*Exercise instructions*: Once you have read the data below, please repeat all of it exactly.

(Records from a data collection)
▬▬▬

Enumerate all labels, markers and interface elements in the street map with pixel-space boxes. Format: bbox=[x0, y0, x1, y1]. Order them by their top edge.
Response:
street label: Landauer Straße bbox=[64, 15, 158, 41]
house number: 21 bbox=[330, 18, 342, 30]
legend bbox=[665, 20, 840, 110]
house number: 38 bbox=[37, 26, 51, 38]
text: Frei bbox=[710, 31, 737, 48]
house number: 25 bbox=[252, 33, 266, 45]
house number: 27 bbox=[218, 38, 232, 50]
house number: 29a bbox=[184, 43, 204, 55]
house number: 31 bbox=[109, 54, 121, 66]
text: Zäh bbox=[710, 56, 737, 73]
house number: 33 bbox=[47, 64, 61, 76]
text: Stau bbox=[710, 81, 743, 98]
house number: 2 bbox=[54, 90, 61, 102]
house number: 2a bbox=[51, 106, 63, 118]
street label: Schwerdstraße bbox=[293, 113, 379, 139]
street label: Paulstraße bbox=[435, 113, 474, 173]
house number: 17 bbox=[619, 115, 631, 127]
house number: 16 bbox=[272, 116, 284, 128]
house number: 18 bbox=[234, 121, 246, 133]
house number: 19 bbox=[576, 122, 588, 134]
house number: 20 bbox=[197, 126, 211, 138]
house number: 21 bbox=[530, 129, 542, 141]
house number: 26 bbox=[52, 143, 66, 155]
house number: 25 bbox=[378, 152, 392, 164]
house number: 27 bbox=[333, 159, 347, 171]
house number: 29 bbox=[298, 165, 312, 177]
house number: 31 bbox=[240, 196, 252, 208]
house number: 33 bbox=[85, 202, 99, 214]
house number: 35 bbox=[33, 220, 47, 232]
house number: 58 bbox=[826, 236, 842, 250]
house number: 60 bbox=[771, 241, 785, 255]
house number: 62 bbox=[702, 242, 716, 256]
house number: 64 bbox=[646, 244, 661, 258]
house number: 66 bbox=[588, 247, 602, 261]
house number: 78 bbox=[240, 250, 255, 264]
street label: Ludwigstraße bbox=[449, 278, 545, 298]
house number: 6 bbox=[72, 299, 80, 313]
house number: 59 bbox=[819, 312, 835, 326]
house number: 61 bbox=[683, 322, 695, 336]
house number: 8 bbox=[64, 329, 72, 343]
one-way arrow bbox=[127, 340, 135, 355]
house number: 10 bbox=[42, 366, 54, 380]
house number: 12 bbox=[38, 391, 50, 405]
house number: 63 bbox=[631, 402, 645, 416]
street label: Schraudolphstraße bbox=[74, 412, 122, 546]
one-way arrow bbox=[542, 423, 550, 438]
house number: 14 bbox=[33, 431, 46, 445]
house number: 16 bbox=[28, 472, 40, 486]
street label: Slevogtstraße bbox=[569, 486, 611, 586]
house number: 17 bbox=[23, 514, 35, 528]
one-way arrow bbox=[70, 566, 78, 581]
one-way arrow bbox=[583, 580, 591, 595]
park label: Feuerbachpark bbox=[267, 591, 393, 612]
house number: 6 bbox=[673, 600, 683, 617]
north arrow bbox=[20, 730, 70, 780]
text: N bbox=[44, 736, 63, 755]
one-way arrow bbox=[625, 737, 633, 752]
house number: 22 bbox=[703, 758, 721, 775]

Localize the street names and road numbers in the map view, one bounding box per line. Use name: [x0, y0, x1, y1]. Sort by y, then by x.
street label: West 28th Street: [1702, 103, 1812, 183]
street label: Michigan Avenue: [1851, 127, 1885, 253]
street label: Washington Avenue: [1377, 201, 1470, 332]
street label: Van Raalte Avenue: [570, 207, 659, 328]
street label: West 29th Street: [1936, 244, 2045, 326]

▬▬▬

*Solution for this task*:
Enumerate all labels, markers and interface elements in the street map with pixel-space boxes. Format: bbox=[x0, y0, x1, y1]. Order them by their top edge.
Response:
street label: Landauer Straße bbox=[64, 15, 158, 41]
house number: 21 bbox=[330, 18, 342, 30]
legend bbox=[665, 20, 840, 110]
house number: 38 bbox=[37, 26, 51, 38]
text: Frei bbox=[710, 31, 737, 48]
house number: 25 bbox=[252, 33, 266, 45]
house number: 27 bbox=[218, 38, 232, 50]
house number: 29a bbox=[184, 43, 204, 55]
house number: 31 bbox=[109, 54, 121, 66]
text: Zäh bbox=[710, 56, 737, 73]
house number: 33 bbox=[47, 64, 61, 76]
text: Stau bbox=[710, 81, 743, 98]
house number: 2 bbox=[54, 90, 61, 102]
house number: 2a bbox=[51, 106, 63, 118]
street label: Schwerdstraße bbox=[293, 113, 379, 139]
street label: Paulstraße bbox=[435, 113, 474, 173]
house number: 17 bbox=[619, 115, 631, 127]
house number: 16 bbox=[272, 116, 284, 128]
house number: 18 bbox=[234, 121, 246, 133]
house number: 19 bbox=[576, 122, 588, 134]
house number: 20 bbox=[197, 126, 211, 138]
house number: 21 bbox=[530, 129, 542, 141]
house number: 26 bbox=[52, 143, 66, 155]
house number: 25 bbox=[378, 152, 392, 164]
house number: 27 bbox=[333, 159, 347, 171]
house number: 29 bbox=[298, 165, 312, 177]
house number: 31 bbox=[240, 196, 252, 208]
house number: 33 bbox=[85, 202, 99, 214]
house number: 35 bbox=[33, 220, 47, 232]
house number: 58 bbox=[826, 236, 842, 250]
house number: 60 bbox=[771, 241, 785, 255]
house number: 62 bbox=[702, 242, 716, 256]
house number: 64 bbox=[646, 244, 661, 258]
house number: 66 bbox=[588, 247, 602, 261]
house number: 78 bbox=[240, 250, 255, 264]
street label: Ludwigstraße bbox=[449, 278, 545, 298]
house number: 6 bbox=[72, 299, 80, 313]
house number: 59 bbox=[819, 312, 835, 326]
house number: 61 bbox=[683, 322, 695, 336]
house number: 8 bbox=[64, 329, 72, 343]
one-way arrow bbox=[127, 340, 135, 355]
house number: 10 bbox=[42, 366, 54, 380]
house number: 12 bbox=[38, 391, 50, 405]
house number: 63 bbox=[631, 402, 645, 416]
street label: Schraudolphstraße bbox=[74, 412, 122, 546]
one-way arrow bbox=[542, 423, 550, 438]
house number: 14 bbox=[33, 431, 46, 445]
house number: 16 bbox=[28, 472, 40, 486]
street label: Slevogtstraße bbox=[569, 486, 611, 586]
house number: 17 bbox=[23, 514, 35, 528]
one-way arrow bbox=[70, 566, 78, 581]
one-way arrow bbox=[583, 580, 591, 595]
park label: Feuerbachpark bbox=[267, 591, 393, 612]
house number: 6 bbox=[673, 600, 683, 617]
north arrow bbox=[20, 730, 70, 780]
text: N bbox=[44, 736, 63, 755]
one-way arrow bbox=[625, 737, 633, 752]
house number: 22 bbox=[703, 758, 721, 775]

Localize the street names and road numbers in the map view, one bounding box per line. Use name: [x0, y0, x1, y1]. Sort by y, then by x.
street label: West 28th Street: [1702, 103, 1812, 183]
street label: Michigan Avenue: [1851, 127, 1885, 253]
street label: Washington Avenue: [1377, 201, 1470, 332]
street label: Van Raalte Avenue: [570, 207, 659, 328]
street label: West 29th Street: [1936, 244, 2045, 326]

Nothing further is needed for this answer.